_Exercise directions_.
Your task is to find every line of the data that holds the string "Bangali" and copy it.

= = =

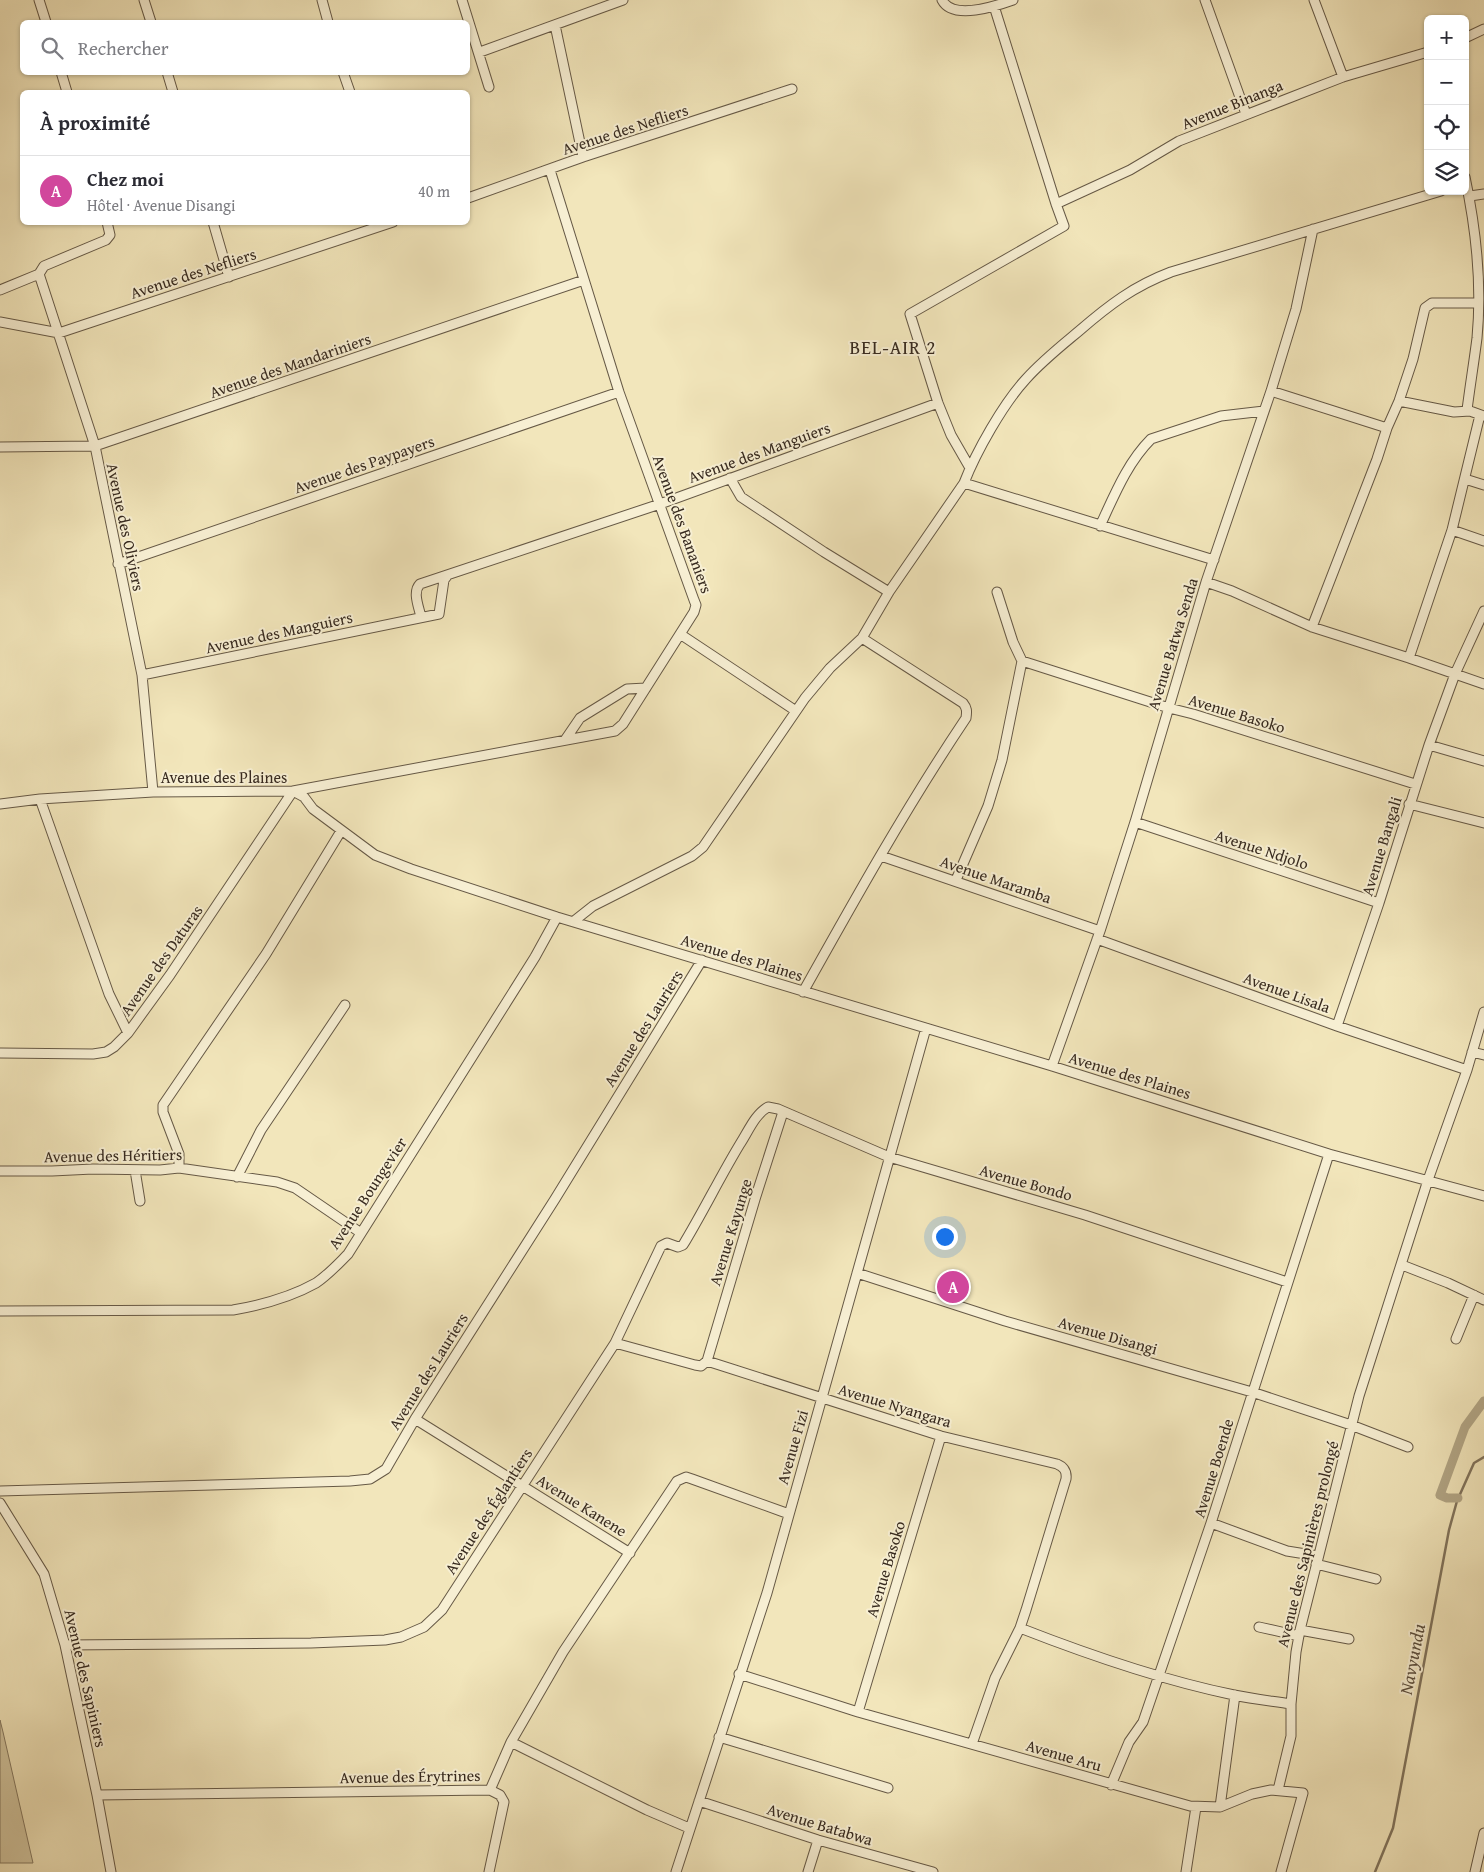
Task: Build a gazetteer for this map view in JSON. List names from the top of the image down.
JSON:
{
  "streets": {
    "street": [
      "Avenue Binanga",
      "Avenue des Nefliers",
      "Avenue des Mandariniers",
      "Avenue des Manguiers",
      "Avenue des Paypayers",
      "Avenue des Bananiers",
      "Avenue des Oliviers",
      "Avenue Batwa Senda",
      "Avenue Basoko",
      "Avenue des Plaines",
      "Avenue Bangali",
      "Avenue Ndjolo",
      "Avenue Maramba",
      "Avenue des Daturas",
      "Avenue Lisala",
      "Avenue des Lauriers",
      "Avenue des Héritiers",
      "Avenue Bondo",
      "Avenue Boungevier",
      "Avenue Kayunge",
      "Avenue Disangi",
      "Avenue Nyangara",
      "Avenue Fizi",
      "Avenue Boende",
      "Avenue Kanene",
      "Avenue des Églantiers",
      "Avenue des Sapinières prolongé",
      "Avenue des Sapiniers",
      "Avenue Aru",
      "Avenue des Érytrines",
      "Avenue Batabwa"
    ]
  },
  "crossings": [
    ["Avenue des Nefliers", "Avenue des Bananiers"],
    ["Avenue des Nefliers", "Avenue des Oliviers"],
    ["Avenue des Mandariniers", "Avenue des Bananiers"],
    ["Avenue des Mandariniers", "Avenue des Oliviers"],
    ["Avenue des Manguiers", "Avenue des Bananiers"],
    ["Avenue des Manguiers", "Avenue des Oliviers"],
    ["Avenue des Paypayers", "Avenue des Bananiers"],
    ["Avenue des Paypayers", "Avenue des Oliviers"],
    ["Avenue des Bananiers", "Avenue des Plaines"],
    ["Avenue des Bananiers", "Avenue des Daturas"],
    ["Avenue des Oliviers", "Avenue des Plaines"],
    ["Avenue Batwa Senda", "Avenue Basoko"],
    ["Avenue Batwa Senda", "Avenue des Plaines"],
    ["Avenue Batwa Senda", "Avenue Ndjolo"],
    ["Avenue Batwa Senda", "Avenue Maramba"],
    ["Avenue Batwa Senda", "Avenue Lisala"],
    ["Avenue Basoko", "Avenue Bangali"],
    ["Avenue Basoko", "Avenue Nyangara"],
    ["Avenue Basoko", "Avenue Aru"],
    ["Avenue des Plaines", "Avenue des Daturas"],
    ["Avenue des Plaines", "Avenue des Lauriers"],
    ["Avenue des Plaines", "Avenue Boungevier"],
    ["Avenue des Plaines", "Avenue Fizi"],
    ["Avenue des Plaines", "Avenue Boende"],
    ["Avenue des Plaines", "Avenue des Sapinières prolongé"],
    ["Avenue Bangali", "Avenue Ndjolo"],
    ["Avenue Bangali", "Avenue Lisala"],
    ["Avenue Maramba", "Avenue Lisala"],
    ["Avenue Lisala", "Avenue des Sapinières prolongé"],
    ["Avenue des Lauriers", "Avenue Kanene"],
    ["Avenue des Héritiers", "Avenue Boungevier"],
    ["Avenue Bondo", "Avenue Kayunge"],
    ["Avenue Bondo", "Avenue Fizi"],
    ["Avenue Bondo", "Avenue Boende"],
    ["Avenue Bondo", "Avenue des Églantiers"],
    ["Avenue Kayunge", "Avenue Nyangara"],
    ["Avenue Disangi", "Avenue Fizi"],
    ["Avenue Disangi", "Avenue Boende"],
    ["Avenue Disangi", "Avenue des Sapinières prolongé"],
    ["Avenue Nyangara", "Avenue Fizi"],
    ["Avenue Fizi", "Avenue Aru"],
    ["Avenue Fizi", "Avenue des Érytrines"],
    ["Avenue Fizi", "Avenue Batabwa"],
    ["Avenue Boende", "Avenue Aru"],
    ["Avenue Kanene", "Avenue des Églantiers"],
    ["Avenue Kanene", "Avenue des Érytrines"],
    ["Avenue des Églantiers", "Avenue des Sapiniers"],
    ["Avenue des Sapinières prolongé", "Avenue Aru"],
    ["Avenue des Sapiniers", "Avenue des Érytrines"]
  ],
  "districts": ["BEL-AIR 2"],
  "water": ["Navyundu"],
  "page": {
    "map_buttons": ["+", "−"],
    "search": "Rechercher",
    "heading": "À proximité",
    "list": [
      {
        "mark": "A",
        "name": "Chez moi",
        "note": "Hôtel · Avenue Disangi",
        "value": "40 m"
      }
    ],
    "pins": "A"
  }
}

= = =

_Exercise output_.
      "Avenue Bangali",
    ["Avenue Basoko", "Avenue Bangali"],
    ["Avenue Bangali", "Avenue Ndjolo"],
    ["Avenue Bangali", "Avenue Lisala"],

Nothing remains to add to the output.